The brief was submitted in the case of Weiss v. National Westminster Bank, representing 200 American victims of Hamas terrorism during the intifada that lasted from September 2000 to February 2005.

The brief, which was filed by Justin Danilewitz of the Philadelphia-based Saul Ewing Arnstein & Lehr LLP, was joined by 10 Jewish organizations, including the Lawfare Project, Agudath Israel of America, the Union of Orthodox Jewish Congregations of America, Anti-Defamation League, American Association of Jewish Lawyers and Jurists, StandWithUs, Zachor Legal Institute, Jerusalem Institute of Justice and the Israeli-American Civic Action Network.

It calls into question an April decision by the United States Court of Appeals for the Second Circuit that dismissed the case, claiming that Interpal had carried out some charitable work; that the money channeled through National Westminster Bank (NatWest) was not specifically for terrorist attacks or to recruit terrorists to carry out attacks; and that Interpal did not indicate to NatWest that the transfers were for terrorist purposes.

This decision led the plaintiffs to appeal to the Supreme Court to clarify how courts should apply liability under the Anti-Terrorist Act (ATA), passed by Congress in 2001 and the Justice Against Sponsors of Terrorism Act (JASTA), passed in 2016 to strengthen the ATA and which imposes civil liability on anybody who “aids and abets” an act of international terrorism.

“The Supreme Court has previously underscored that terrorist organizations don’t maintain legitimate financial firewalls between the funds they raise for civil, nonviolent activities and those ultimately used to support violent, terrorist operations, but the federal courts of appeal have not taken a uniform approach to this issue, and the Supreme Court hasn’t yet clarified the scope of civil liability,” said Gary Osen, managing partner of Osen LLC, which represents one of the plaintiffs, in a news release on Thursday.

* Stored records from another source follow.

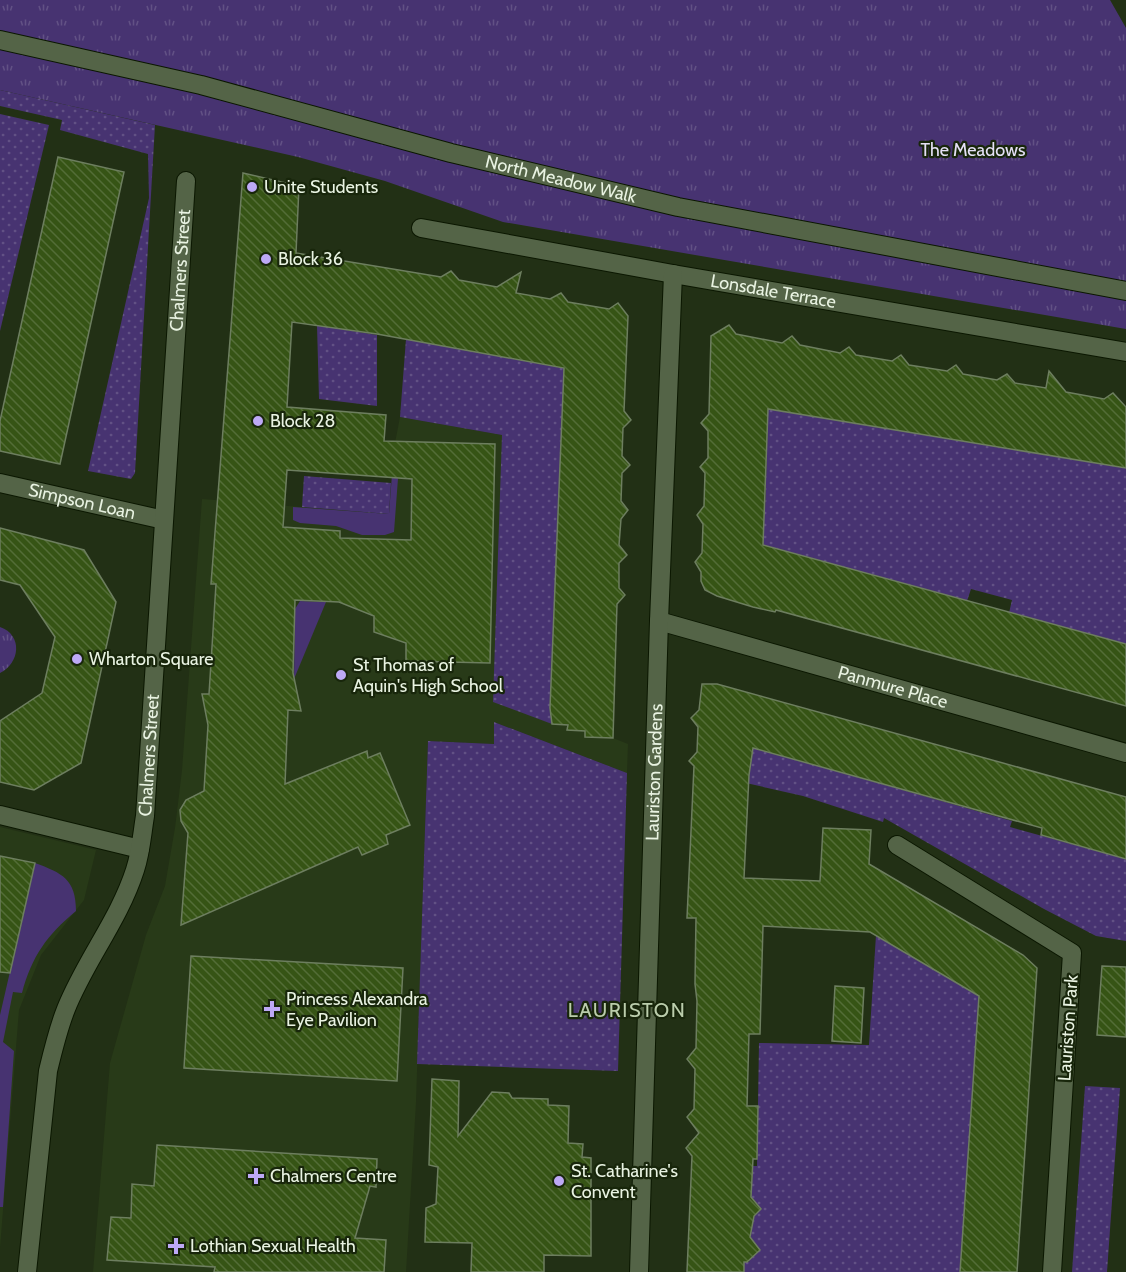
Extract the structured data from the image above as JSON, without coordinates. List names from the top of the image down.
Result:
{
  "streets": {
    "street": [
      "North Meadow Walk",
      "Chalmers Street",
      "Lonsdale Terrace",
      "Simpson Loan",
      "Panmure Place",
      "Lauriston Gardens",
      "Lauriston Park"
    ]
  },
  "crossings": [
    ["Chalmers Street", "Simpson Loan"],
    ["Lonsdale Terrace", "Lauriston Gardens"],
    ["Panmure Place", "Lauriston Gardens"]
  ],
  "districts": ["LAURISTON"],
  "parks": ["The Meadows"],
  "places": {
    "other": [
      "Unite Students",
      "Block 36",
      "Block 28",
      "Wharton Square",
      "St Thomas of Aquin's High School",
      "St. Catharine's Convent"
    ],
    "health": ["Princess Alexandra Eye Pavilion", "Chalmers Centre", "Lothian Sexual Health"]
  }
}
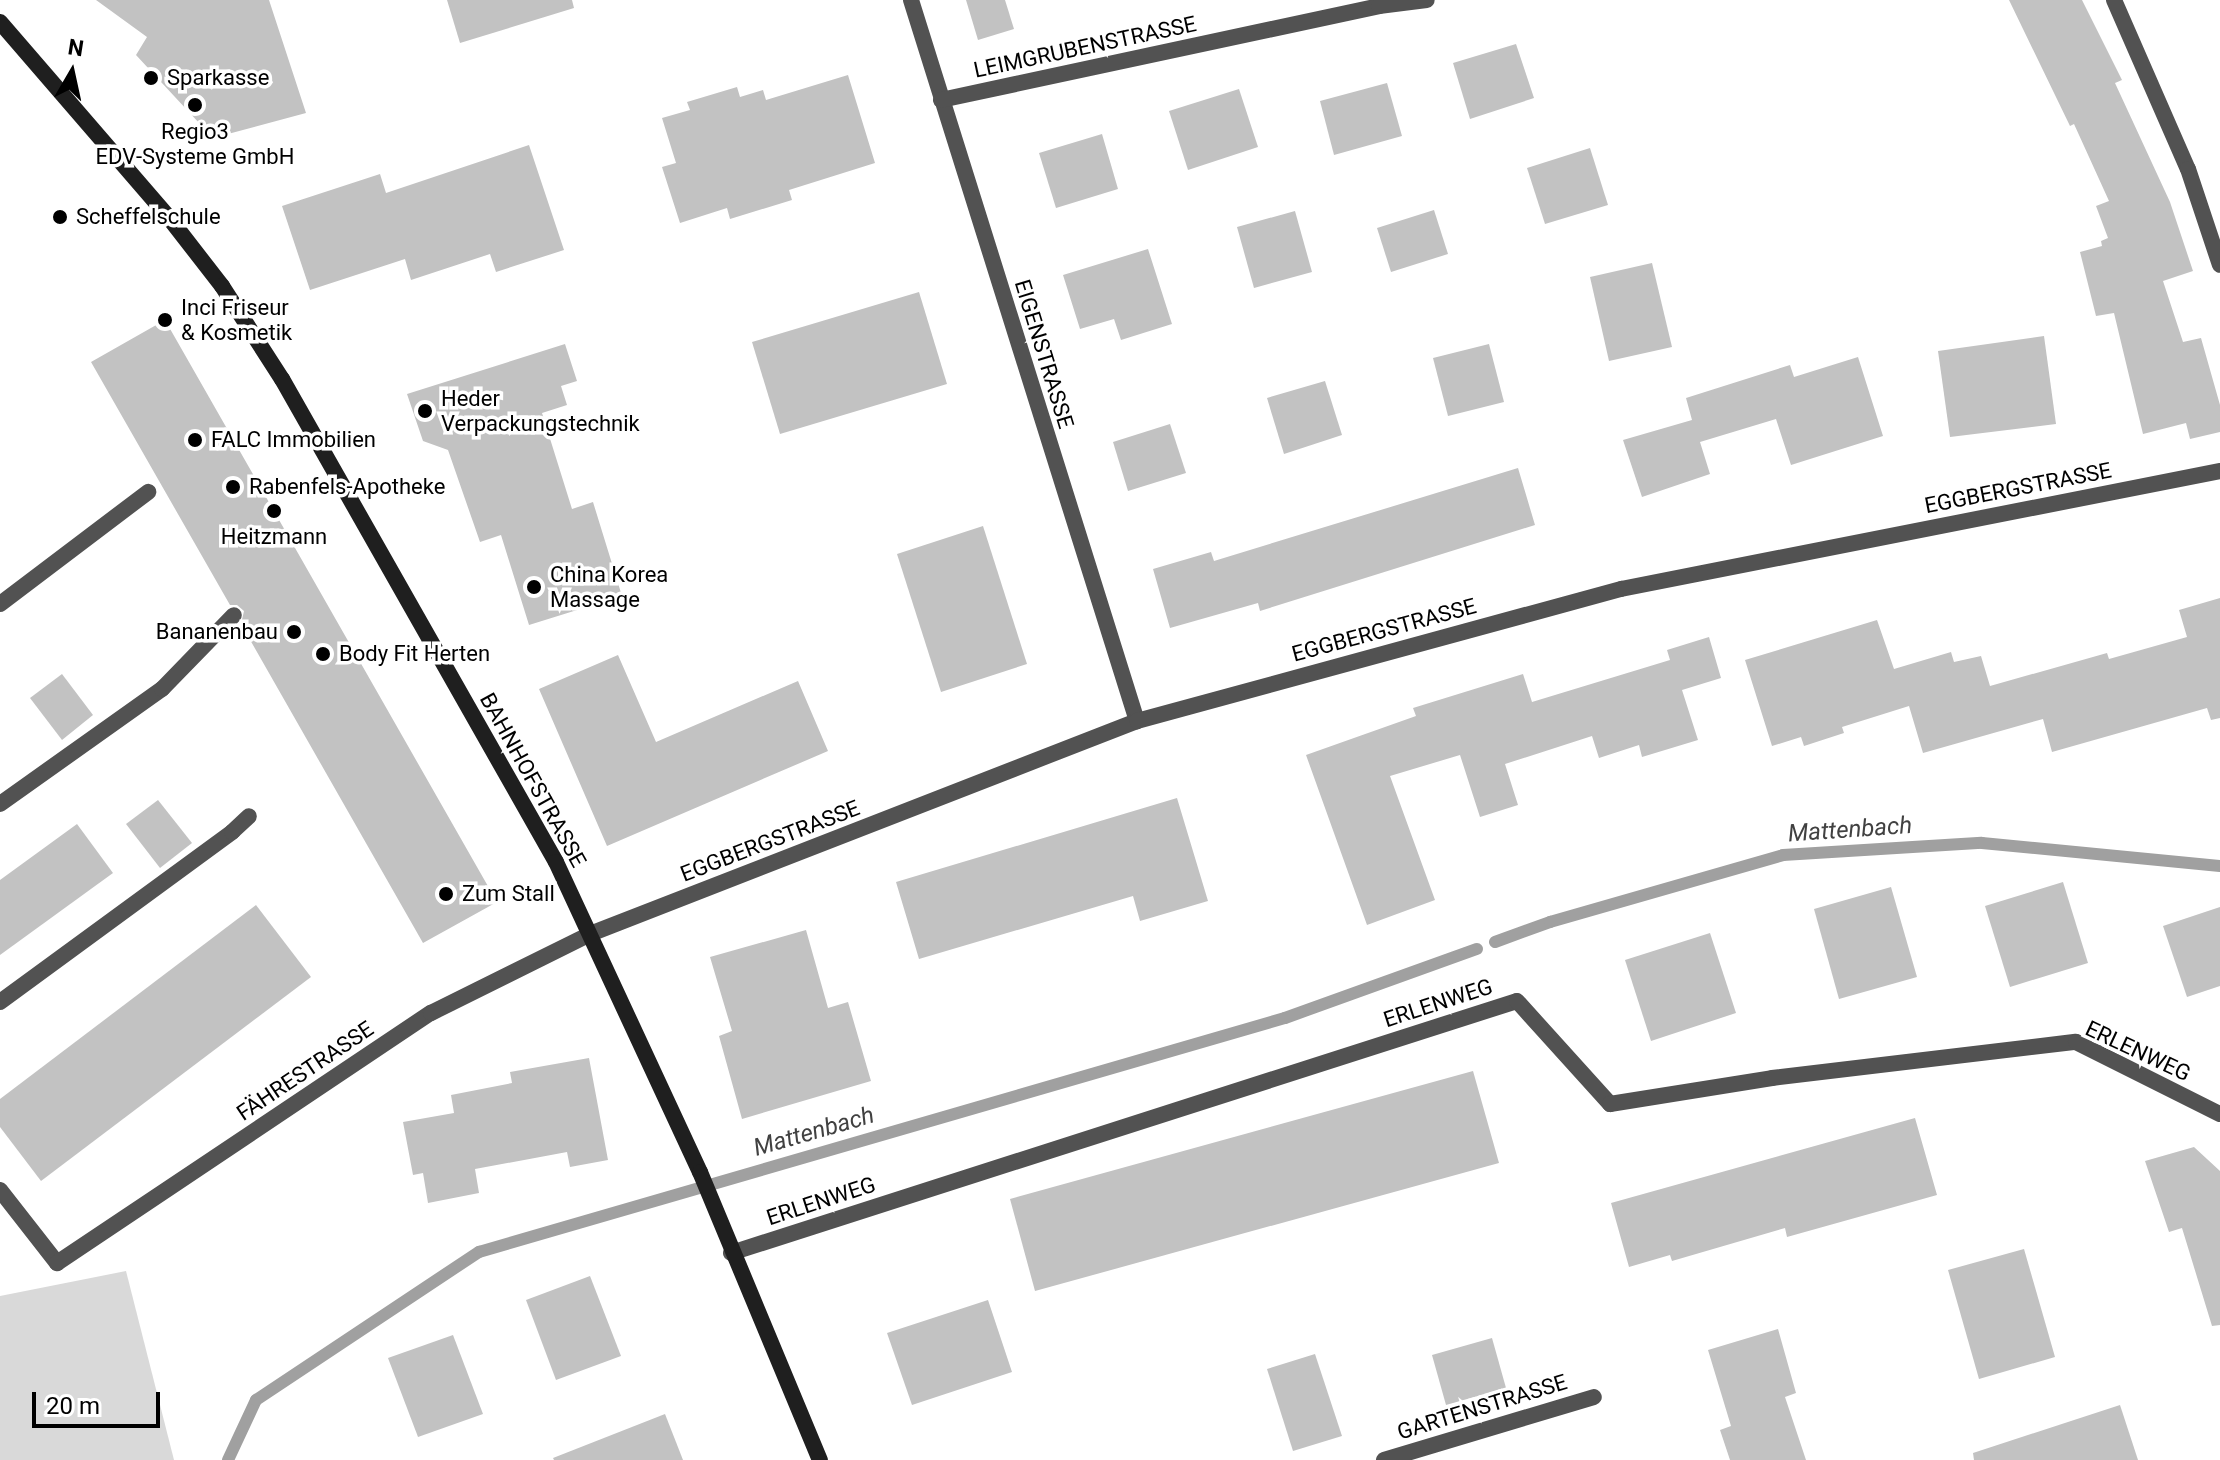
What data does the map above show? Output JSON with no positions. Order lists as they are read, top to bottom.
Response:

The circuit court’s decision went against its own previous ruling in 2014, which held that there was sufficient evidence from which a jury can conclude that “NatWest had knowledge that, or exhibited deliberate indifference to whether Interpal provided material support to a terrorist organization.”

‘Letting decision stand would create a loophole in laws’

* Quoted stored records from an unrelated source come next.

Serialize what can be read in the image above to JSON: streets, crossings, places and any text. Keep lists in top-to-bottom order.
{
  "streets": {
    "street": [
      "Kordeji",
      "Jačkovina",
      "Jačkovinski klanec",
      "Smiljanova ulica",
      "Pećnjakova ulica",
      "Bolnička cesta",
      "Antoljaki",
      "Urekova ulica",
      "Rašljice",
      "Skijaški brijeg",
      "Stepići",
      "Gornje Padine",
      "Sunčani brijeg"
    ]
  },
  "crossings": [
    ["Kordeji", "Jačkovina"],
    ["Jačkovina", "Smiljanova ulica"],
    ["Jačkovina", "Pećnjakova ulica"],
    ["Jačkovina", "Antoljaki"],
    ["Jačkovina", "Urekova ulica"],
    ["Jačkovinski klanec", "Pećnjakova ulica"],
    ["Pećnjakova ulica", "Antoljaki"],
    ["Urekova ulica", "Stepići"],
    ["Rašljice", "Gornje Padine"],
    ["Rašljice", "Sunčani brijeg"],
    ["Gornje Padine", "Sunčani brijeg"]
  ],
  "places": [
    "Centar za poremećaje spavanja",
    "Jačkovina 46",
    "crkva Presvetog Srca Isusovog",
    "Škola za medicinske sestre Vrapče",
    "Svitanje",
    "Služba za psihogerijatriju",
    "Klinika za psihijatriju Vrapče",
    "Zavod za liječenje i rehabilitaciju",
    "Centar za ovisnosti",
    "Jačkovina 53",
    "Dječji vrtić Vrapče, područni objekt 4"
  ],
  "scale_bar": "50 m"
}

The lawsuit against NatWest was first filed in 2005 under the Anti-Terrorism Act, made up of claims from estates and family members of American citizens who were killed or injured in terrorist attacks by Hamas. The plaintiffs alleged that NatWest held accounts for Interpal—a United Kingdom-based organization that describes itself as a charity but was later designated as a Specially Designated Global Terrorist organization by the U.S. government.

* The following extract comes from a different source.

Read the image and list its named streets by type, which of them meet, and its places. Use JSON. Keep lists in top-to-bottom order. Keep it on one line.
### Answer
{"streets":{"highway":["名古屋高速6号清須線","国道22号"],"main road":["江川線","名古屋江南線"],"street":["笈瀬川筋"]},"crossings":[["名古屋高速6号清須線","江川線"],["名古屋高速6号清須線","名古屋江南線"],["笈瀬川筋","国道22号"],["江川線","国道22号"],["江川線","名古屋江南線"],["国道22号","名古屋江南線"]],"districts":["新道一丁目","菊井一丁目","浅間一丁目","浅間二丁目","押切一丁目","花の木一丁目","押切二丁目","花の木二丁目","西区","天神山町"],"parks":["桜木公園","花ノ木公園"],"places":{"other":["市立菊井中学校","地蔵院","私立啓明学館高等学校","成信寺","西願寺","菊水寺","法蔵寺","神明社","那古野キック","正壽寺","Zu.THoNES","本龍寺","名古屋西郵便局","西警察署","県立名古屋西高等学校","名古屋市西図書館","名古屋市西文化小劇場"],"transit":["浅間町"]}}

The U.S. Treasury Department has previously called Interpal a fundraising organization of Hamas.

From December 2001 to January 2004, according to the plaintiffs, NatWest was accused of transferring millions of dollars to Hamas-controlled entities on behalf of Interpal during the Second Intifada, which saw waves of suicide and other terrorist attacks on Israeli civilians by Hamas and other Palestinian terrorist organizations.

“We are confident that the Supreme Court will hear this case and reverse the Second Circuit. As the Supreme Court has already recognized, terrorist organizations are so tainted by their criminal conduct that any contribution to such an organization facilitates that conduct,” wrote Gerard Filitti, senior counsel at the Lawfare Project in an email. “Letting this decision stand would create a significant loophole in anti-terrorism laws, allowing terrorist organizations to raise money simply by creating nominally ‘charitable’ arms.”

Another friend-of-the-court brief supporting a Supreme Court review of the case was submitted on Oct. 8 by 10 U.S. senators, including Senate Majority Leader Chuck Schumer (D-N.Y.), Kirsten Gillibrand (D-N.Y.), Bob Menendez (D-N.J.), Joni Ernst (R-Iowa), Sheldon Whitehouse (D-R.I.), Marco Rubio (R-Fla.), Rob Portman (R-Ohio), Richard Blumenthal (D-Conn.), James Inhofe (R-Okla.) and Benjamin Cardin (D-Md.).